=== Exercise requirements ===
Respond with the count alone after checking every line in the material below for "ahead".

=== Given data ===
──────────────────────────────

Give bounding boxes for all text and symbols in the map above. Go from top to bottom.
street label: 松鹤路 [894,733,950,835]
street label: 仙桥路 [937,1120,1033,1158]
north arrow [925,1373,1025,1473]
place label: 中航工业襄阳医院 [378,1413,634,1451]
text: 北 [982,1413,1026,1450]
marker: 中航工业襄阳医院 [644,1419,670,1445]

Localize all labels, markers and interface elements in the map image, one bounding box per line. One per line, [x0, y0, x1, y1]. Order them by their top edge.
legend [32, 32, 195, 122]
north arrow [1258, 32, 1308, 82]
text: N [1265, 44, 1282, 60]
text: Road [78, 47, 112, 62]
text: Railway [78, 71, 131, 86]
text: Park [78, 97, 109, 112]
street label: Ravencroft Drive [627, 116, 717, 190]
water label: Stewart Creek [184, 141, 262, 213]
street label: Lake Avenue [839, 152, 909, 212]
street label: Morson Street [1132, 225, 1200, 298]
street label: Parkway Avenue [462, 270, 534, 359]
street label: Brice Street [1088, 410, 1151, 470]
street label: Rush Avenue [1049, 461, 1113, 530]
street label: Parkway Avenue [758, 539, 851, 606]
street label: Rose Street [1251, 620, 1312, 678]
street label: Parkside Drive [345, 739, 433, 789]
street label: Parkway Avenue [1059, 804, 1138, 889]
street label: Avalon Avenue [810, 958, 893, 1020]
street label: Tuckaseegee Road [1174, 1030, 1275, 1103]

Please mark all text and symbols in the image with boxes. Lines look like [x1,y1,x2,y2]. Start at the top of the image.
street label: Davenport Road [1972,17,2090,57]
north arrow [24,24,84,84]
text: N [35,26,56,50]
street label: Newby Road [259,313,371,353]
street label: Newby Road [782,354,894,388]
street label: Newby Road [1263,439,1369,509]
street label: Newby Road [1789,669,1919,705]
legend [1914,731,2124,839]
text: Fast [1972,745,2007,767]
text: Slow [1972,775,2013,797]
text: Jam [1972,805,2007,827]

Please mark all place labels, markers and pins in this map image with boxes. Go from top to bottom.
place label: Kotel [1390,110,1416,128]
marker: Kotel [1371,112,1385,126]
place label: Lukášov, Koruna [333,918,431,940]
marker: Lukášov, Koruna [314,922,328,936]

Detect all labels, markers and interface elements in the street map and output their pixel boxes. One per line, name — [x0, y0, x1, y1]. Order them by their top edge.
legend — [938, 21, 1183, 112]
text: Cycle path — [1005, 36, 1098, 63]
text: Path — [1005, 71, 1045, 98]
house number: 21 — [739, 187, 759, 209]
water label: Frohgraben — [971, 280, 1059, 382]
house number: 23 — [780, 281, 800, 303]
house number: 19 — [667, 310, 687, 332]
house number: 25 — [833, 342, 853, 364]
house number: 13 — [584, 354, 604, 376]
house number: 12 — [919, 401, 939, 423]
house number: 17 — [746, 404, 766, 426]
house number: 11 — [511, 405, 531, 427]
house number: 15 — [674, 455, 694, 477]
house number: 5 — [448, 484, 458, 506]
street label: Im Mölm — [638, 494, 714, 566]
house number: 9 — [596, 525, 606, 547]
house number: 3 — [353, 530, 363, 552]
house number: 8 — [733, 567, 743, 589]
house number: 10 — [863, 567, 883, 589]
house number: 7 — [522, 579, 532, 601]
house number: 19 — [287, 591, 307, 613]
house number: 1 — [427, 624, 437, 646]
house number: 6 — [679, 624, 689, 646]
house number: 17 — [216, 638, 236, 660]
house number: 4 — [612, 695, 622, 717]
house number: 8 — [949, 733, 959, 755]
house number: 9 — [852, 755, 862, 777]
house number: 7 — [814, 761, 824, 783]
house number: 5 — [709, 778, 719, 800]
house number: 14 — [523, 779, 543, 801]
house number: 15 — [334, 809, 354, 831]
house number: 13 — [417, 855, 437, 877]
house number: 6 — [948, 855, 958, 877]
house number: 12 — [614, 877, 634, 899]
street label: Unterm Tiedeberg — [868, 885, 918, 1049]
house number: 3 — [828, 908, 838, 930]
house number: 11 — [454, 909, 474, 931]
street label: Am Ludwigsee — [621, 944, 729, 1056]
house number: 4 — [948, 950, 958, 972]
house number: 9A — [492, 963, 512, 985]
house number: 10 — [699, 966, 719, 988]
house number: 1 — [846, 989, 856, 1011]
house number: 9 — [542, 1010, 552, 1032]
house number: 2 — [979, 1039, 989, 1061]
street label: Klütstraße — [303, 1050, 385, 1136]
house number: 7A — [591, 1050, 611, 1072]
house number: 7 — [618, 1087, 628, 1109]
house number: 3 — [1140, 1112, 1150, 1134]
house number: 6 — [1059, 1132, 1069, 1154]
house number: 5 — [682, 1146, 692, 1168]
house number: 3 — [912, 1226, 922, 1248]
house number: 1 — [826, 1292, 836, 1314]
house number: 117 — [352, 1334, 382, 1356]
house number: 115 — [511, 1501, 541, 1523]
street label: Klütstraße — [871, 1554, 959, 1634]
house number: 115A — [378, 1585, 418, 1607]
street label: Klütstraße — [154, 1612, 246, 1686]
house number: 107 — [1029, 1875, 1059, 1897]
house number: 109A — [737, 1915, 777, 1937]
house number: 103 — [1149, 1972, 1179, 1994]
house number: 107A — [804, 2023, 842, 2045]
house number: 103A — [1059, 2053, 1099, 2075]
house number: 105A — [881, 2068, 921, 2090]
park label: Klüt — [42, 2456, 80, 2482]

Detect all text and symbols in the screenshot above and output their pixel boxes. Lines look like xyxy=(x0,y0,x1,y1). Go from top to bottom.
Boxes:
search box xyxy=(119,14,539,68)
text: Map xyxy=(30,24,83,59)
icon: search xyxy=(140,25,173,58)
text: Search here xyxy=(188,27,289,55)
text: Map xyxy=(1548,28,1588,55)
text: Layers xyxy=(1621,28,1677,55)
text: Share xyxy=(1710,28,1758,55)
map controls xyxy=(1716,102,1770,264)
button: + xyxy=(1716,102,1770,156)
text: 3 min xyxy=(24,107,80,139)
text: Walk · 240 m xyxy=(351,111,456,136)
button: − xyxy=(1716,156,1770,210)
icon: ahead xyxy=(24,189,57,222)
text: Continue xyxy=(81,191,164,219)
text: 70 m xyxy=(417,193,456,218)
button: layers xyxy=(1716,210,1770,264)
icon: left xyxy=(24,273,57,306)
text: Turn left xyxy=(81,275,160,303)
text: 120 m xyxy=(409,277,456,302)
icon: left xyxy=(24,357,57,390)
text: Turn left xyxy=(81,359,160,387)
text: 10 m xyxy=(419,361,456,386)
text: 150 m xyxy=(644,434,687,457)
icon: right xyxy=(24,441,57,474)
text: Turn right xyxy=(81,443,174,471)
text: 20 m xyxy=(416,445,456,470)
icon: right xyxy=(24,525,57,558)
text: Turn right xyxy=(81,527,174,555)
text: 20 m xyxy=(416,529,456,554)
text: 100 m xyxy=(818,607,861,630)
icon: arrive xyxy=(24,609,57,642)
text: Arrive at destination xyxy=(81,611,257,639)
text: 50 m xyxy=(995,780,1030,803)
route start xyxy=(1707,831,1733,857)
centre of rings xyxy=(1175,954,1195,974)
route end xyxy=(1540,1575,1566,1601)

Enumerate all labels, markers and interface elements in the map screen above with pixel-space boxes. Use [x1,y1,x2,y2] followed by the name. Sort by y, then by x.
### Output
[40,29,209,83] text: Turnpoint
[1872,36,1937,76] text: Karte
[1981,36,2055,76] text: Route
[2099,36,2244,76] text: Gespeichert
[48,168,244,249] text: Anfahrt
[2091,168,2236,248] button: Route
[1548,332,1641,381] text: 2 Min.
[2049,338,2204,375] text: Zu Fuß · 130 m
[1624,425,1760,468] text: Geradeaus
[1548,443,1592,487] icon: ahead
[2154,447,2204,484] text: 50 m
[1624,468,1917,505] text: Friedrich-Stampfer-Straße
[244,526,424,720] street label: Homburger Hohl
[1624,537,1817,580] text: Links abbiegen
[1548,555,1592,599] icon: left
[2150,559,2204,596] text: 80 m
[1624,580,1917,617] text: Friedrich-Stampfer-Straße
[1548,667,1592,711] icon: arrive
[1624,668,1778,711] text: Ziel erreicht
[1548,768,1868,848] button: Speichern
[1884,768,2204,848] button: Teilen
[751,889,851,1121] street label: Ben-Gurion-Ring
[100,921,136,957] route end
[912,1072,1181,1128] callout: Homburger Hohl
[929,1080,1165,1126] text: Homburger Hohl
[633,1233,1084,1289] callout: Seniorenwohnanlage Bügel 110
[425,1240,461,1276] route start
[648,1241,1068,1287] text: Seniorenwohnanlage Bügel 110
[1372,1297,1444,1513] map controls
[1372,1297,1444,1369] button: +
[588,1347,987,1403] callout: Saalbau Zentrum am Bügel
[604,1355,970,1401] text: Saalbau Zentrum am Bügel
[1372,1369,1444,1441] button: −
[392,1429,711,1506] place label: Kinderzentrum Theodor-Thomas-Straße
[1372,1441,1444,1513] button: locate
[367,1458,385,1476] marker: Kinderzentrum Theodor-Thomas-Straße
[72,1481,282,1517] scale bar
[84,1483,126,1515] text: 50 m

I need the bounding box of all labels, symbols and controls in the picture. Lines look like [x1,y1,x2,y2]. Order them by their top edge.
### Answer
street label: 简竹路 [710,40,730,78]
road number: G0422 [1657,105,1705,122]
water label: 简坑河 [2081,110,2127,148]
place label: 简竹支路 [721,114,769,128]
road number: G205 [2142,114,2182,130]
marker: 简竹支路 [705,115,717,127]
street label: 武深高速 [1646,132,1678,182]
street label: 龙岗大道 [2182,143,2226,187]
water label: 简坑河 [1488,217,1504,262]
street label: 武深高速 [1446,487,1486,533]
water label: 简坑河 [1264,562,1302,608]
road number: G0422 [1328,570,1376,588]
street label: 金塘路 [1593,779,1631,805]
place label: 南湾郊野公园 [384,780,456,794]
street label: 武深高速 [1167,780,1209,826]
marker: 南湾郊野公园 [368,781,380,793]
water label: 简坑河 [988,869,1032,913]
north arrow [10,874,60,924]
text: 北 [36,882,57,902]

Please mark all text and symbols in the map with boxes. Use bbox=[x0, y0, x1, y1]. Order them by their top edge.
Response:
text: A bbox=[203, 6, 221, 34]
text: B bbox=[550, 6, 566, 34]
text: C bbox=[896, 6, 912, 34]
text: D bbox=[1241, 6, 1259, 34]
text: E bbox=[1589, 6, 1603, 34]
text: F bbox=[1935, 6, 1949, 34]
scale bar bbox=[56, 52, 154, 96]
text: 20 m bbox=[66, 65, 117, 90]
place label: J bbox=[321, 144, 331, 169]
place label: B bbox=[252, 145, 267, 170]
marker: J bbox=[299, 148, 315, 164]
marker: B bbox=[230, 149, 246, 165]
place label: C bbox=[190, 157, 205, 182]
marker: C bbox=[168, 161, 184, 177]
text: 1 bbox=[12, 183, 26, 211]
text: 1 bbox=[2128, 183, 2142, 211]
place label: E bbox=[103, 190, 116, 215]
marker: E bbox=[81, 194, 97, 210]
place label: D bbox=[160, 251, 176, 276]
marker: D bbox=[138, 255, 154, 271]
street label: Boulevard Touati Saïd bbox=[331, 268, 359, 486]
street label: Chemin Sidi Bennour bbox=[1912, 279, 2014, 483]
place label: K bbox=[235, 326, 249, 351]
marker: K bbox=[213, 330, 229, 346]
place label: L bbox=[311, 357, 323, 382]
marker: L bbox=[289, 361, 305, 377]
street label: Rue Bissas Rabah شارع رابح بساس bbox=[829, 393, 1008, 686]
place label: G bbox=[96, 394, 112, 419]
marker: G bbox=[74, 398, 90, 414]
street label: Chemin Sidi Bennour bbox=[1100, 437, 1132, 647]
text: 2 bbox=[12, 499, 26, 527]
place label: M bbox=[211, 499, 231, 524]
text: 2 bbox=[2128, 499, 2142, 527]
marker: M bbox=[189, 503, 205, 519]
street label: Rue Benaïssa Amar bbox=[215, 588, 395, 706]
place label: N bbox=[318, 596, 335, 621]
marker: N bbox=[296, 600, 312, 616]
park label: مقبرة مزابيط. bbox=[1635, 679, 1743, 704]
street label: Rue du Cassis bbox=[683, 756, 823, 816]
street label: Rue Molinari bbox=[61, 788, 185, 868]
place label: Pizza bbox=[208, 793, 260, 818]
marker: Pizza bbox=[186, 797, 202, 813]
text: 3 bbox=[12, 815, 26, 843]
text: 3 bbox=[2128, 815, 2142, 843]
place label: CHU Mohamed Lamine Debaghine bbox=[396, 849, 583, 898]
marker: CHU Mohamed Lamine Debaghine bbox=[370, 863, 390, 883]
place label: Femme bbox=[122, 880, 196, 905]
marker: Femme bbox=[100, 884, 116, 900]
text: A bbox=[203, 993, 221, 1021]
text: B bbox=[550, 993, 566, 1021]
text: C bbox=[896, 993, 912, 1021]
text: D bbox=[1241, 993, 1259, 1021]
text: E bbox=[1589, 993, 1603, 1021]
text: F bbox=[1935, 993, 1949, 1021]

──────────────────────────────

=== Response ===
2